Introduction: Nicotine use is associated with the upregulation of brain-derived neurotrophic factor (BDNF) in serum. An association between smoking and the BDNF Val(66)Met polymorphism has also been found. The aim of this study is to examine the levels of serum BDNF in never-smokers, former smokers, and current smokers-with and without nicotine dependence-and to examine the interaction of the polymorphism and smoking status with serum BDNF.
Methods: We used baseline serum and gene data of BDNF on 2,088 participants from the Netherlands Study of Depression and Anxiety (NESDA) to investigate smoking-BDNF association while controlling for potential confounding variables. Nicotine dependence was assessed with the Fagerstrom Test for Nicotine Dependence (FTND).

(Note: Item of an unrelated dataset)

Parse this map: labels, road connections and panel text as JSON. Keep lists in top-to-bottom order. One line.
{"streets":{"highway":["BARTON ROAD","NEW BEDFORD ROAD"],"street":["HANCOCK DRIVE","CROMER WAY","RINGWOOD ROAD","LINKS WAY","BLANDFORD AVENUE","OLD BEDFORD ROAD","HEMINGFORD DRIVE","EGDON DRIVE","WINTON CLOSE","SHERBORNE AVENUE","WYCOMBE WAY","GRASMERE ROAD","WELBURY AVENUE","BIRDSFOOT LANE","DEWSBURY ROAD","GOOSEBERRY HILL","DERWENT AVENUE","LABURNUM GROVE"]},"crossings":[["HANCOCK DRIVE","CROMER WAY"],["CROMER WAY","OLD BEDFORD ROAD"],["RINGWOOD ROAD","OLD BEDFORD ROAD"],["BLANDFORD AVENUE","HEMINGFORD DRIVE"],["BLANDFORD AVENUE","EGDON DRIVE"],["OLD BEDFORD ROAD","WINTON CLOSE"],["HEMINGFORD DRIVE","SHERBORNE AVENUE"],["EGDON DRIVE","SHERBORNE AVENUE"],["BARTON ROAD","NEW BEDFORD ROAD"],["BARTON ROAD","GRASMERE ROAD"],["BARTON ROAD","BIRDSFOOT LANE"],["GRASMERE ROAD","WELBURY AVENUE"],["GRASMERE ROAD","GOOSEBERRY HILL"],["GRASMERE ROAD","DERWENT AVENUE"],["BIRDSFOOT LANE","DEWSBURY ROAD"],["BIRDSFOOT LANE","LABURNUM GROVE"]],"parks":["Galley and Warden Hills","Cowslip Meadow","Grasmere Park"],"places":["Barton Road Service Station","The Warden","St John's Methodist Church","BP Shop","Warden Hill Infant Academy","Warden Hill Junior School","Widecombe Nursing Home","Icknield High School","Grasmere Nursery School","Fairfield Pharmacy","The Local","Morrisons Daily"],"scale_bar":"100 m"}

Results: Smokers with and without nicotine dependence had higher levels of serum BDNF than former and never-smokers. Nicotine dependence and number of cigarettes smoked per day did not add to the prediction of serum BDNF; however, total number of smoking years was a significant predictor of serum BDNF. There was no association of BDNF Val(66)Met, nor an interaction of this polymorphism and smoking status, with serum BDNF.
Conclusions: Current smoking and higher number of smoking years are associated with higher levels of serum BDNF, and this is independent of the BDNF genotype. Nicotine dependence itself is not associated with a further increase or decrease of serum BDNF. Longitudinal investigations that address changes in serum BDNF in incident smokers and/or in quitters may be useful to understand the association of smoking with BDNF.